Threat modeling isn’t difficult. Your threat modeling process can be as simple or as complicated as you can support. Start off with simple threat models and use them as a means to train other team members and socialize the concept with other company stakeholders. Brainstorming your top weaknesses and selecting a focus area is an easy way to tap internal brain trust and secure participation. Another option is to identify a few different scenarios and do real testing. Ultimately, making this part of a company governance program is the ideal threat modeling result.
Six Steps to Successful Threat Modeling:1. Find the criminal masterminds in your organization. Approach the various technical teams you work with, for example: engineering, developers, analysts, architects, help desk and support. Choose individuals who think outside the box—and aren’t afraid to speak their minds. If you are threat modeling a process, start with a few business analysts, and ask them how they would circumvent their processes.
2. How would you break in? Send this “criminal” crew an email asking them to brainstorm how they would break your system or products, and even the third-party solutions your organization uses. One week later bring them together, supply them with food and drinks, and have an open discussion. Ask each of them how they would kill your system, and then ask how they would hurt your system. Remember this is an open and frank discussion, gaps will be identified, so don’t take it personally. Most of my previous threat modeling sessions brought up gaps in our infrastructure, security plan and security incident response plan. The key is not to come up with solutions but just think about how an attacker could get in.
3. Prioritize, prioritize and prioritize. It’s very easy to get overwhelmed with the scenarios your criminal crew devised. So take a deep breath and ask yourself: “Which of these scenarios is most likely to occur? Which will cause the most damage? What are our company crown jewels?” It might be inconvenient if your website is taken offline, but intellectual property theft would be crippling.
4. Map your countermeasures. When you have a set of potential threat actors and models, you can start to understand your position. To do so you should start mapping in both active and passive countermeasures to help mitigate the threat at each stage of the model. For example: if someone phishes your organization through employees, you might need education (people), incident response (passive process), and anti-phishing technologies (active technologies).
5. Implement the solution and test it.

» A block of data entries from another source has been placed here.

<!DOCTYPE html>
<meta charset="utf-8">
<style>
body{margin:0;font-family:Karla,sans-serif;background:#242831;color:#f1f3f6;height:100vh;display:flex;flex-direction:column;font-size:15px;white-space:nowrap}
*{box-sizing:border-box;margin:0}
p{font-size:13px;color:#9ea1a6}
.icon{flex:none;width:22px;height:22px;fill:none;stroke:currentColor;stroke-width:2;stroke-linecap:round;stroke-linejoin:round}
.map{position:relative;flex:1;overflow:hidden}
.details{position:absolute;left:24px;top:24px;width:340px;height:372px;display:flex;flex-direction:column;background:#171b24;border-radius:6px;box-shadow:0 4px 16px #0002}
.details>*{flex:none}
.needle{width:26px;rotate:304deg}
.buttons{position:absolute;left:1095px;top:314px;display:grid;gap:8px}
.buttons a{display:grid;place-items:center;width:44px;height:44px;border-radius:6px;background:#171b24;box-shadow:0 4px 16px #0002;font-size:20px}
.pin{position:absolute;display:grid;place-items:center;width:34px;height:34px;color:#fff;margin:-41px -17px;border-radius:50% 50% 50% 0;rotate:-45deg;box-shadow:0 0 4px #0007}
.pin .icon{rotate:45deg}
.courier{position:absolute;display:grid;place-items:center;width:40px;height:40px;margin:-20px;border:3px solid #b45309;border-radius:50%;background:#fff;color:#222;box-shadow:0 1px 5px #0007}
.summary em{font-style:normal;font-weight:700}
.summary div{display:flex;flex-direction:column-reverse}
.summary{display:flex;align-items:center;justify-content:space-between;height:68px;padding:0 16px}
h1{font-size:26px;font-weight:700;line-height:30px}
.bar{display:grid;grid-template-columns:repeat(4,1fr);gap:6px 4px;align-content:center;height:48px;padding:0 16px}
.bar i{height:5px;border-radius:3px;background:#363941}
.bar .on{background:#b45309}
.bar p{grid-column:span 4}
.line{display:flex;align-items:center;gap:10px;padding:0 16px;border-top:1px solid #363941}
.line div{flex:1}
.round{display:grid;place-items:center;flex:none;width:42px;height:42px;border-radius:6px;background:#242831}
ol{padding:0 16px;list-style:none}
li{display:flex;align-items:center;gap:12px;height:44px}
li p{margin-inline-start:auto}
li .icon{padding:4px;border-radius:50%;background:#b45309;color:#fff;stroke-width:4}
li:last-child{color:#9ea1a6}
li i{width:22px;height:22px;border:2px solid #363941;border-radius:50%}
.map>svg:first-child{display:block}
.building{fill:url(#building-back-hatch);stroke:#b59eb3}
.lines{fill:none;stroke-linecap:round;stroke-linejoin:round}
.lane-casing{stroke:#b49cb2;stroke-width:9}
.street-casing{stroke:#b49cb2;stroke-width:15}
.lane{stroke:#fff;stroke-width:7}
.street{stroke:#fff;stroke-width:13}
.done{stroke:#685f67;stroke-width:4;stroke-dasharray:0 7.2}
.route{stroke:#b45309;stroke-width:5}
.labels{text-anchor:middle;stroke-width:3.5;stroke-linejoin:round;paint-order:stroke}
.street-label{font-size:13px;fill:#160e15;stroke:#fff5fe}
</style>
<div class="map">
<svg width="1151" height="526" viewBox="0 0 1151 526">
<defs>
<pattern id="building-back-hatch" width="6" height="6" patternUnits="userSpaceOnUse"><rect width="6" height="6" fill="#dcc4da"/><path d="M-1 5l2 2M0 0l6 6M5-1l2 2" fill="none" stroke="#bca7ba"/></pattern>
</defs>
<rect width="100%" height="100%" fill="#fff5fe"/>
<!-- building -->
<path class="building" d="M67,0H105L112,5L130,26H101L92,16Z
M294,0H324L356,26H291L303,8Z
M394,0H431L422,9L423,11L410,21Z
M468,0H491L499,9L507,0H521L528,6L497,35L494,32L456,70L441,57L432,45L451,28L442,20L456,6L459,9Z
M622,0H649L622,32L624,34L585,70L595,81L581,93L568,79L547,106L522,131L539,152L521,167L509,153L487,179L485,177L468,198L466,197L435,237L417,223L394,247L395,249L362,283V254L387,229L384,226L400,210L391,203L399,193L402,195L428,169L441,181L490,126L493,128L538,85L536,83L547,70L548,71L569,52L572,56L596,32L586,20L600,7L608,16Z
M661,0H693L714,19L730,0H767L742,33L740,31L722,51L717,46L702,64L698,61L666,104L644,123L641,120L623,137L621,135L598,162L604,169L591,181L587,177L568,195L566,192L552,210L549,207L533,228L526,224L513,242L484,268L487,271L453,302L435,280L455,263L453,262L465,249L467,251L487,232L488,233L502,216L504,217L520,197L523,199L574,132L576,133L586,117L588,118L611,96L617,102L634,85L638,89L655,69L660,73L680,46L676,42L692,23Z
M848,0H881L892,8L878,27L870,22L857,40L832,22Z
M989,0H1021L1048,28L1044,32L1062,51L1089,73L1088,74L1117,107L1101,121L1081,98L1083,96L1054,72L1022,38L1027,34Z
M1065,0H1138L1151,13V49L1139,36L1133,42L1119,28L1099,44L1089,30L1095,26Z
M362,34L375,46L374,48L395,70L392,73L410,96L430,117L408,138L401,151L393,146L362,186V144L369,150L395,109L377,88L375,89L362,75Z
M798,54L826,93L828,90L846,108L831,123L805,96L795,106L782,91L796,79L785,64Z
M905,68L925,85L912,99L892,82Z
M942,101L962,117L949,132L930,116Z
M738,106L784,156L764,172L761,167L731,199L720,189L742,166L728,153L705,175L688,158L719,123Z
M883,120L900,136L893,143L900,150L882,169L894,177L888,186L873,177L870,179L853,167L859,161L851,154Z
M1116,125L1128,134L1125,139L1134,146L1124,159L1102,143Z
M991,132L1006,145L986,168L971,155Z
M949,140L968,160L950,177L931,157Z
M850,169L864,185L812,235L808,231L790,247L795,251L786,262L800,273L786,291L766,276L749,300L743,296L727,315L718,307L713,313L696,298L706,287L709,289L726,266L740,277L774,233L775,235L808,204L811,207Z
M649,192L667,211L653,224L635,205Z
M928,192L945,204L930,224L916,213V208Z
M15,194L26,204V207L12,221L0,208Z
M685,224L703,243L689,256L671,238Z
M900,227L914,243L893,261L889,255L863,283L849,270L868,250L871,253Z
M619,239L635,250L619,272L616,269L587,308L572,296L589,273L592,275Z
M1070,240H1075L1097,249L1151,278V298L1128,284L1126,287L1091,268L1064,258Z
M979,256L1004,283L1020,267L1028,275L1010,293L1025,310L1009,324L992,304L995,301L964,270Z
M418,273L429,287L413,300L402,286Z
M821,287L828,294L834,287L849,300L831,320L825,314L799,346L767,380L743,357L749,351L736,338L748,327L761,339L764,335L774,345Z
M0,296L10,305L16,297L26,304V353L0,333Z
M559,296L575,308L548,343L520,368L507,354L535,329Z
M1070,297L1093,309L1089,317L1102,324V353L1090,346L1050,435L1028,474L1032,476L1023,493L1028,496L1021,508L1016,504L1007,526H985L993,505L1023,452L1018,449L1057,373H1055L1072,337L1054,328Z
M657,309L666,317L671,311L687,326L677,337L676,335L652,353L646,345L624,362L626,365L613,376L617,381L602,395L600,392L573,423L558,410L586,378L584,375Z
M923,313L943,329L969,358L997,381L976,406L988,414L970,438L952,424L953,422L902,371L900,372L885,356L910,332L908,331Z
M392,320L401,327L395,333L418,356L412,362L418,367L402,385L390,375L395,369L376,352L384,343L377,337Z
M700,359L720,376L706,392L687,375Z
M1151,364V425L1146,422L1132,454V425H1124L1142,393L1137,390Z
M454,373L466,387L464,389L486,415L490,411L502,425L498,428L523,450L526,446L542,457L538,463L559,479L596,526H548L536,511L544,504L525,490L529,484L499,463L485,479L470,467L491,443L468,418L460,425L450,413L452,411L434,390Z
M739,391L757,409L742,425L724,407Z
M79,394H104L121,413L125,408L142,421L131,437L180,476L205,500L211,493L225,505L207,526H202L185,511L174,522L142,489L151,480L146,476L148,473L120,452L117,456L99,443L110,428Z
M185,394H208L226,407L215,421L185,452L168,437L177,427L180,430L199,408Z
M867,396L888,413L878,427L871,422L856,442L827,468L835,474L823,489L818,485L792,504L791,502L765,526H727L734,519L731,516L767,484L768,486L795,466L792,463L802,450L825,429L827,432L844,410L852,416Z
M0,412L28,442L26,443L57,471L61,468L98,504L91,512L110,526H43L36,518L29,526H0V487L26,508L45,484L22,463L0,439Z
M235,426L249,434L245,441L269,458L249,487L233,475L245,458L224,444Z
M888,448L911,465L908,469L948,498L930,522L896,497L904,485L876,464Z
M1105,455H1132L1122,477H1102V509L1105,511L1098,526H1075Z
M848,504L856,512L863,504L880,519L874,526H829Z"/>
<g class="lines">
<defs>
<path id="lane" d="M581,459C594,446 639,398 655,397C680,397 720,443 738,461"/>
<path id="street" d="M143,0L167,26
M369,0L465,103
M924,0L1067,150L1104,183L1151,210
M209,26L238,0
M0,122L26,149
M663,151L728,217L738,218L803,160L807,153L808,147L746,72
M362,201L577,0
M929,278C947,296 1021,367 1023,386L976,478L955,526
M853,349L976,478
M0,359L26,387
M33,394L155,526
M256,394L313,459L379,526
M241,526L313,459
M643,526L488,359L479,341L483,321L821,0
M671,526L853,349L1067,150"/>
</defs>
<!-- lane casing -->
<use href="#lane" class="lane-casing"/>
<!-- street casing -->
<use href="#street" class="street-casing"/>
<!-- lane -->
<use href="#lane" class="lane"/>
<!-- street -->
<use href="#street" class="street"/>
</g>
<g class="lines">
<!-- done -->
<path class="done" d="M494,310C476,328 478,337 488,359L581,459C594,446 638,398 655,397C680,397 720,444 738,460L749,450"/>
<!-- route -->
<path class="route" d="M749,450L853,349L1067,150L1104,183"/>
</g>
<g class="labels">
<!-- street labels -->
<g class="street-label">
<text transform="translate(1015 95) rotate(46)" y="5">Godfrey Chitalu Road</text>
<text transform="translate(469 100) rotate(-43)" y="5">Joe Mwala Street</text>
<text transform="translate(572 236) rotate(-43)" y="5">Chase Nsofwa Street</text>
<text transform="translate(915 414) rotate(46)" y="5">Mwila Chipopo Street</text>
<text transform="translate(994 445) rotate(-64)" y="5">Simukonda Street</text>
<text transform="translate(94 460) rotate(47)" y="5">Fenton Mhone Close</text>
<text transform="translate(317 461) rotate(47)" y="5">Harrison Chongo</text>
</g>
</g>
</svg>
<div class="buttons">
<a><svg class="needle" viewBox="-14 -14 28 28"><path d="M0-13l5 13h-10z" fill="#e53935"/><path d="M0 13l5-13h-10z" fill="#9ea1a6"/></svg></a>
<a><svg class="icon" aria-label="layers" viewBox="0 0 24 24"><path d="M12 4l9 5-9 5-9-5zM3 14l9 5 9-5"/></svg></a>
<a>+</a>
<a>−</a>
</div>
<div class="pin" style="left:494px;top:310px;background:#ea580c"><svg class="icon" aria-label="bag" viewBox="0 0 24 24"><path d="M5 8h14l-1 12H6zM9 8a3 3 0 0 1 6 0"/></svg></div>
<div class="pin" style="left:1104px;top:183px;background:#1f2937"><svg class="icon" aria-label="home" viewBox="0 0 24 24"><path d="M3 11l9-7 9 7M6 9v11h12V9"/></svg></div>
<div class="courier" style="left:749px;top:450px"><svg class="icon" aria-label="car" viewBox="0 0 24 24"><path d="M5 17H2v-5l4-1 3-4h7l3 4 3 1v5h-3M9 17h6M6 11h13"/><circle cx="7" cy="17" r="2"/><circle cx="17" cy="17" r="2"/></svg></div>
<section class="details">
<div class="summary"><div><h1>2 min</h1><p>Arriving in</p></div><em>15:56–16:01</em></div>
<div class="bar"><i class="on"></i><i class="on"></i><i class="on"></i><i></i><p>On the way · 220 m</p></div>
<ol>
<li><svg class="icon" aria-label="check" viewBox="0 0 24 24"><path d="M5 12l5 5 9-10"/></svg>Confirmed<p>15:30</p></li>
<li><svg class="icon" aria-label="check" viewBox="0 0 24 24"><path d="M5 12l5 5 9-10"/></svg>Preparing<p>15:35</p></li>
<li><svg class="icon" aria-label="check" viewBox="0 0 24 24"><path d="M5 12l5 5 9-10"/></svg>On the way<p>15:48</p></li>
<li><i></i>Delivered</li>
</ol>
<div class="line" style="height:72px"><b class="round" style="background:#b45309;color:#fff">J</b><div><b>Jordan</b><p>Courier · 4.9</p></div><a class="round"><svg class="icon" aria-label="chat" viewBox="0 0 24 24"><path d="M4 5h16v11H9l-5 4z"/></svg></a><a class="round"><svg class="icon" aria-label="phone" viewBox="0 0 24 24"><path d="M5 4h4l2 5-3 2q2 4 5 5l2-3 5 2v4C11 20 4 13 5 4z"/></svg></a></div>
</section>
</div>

Now that you have the foundation, it’s time to plug your security gaps and test it. If you have the budget, ask an outside firm to do the testing. If not, leverage the “criminal crew.” After all, they are insiders. Either way this will provide some indicators of successful models and let you know where your security team needs to spend its time. To fill the gaps you also need to challenge your vendor partners. Let them know you’ve identified threat models against some of your top assets and would like to understand how they can help solve your business problem.
6. Innovate. It’s imperative that CSOs revisit the threat modeling exercise at least once a quarter. Cybercriminals are constantly devising new creative ways to break in, circumvent your defenses and eradicate data. You need to stay ahead of them by working with your creative-thinking rock stars. They will be happy to help – just ask them.
I’ve seen this process work time and time again. Sometimes CSOs express reservations with this approach because of the perceived expense and manpower needed. Don’t let this be a roadblock. Remember, it doesn’t have to start complicated. My philosophy is simple: the time and expenses required for threat modeling is worth it. You will spend 10X that amount if your data is stolen or your business disrupted. When you look at it that way, it’s a no-brainer.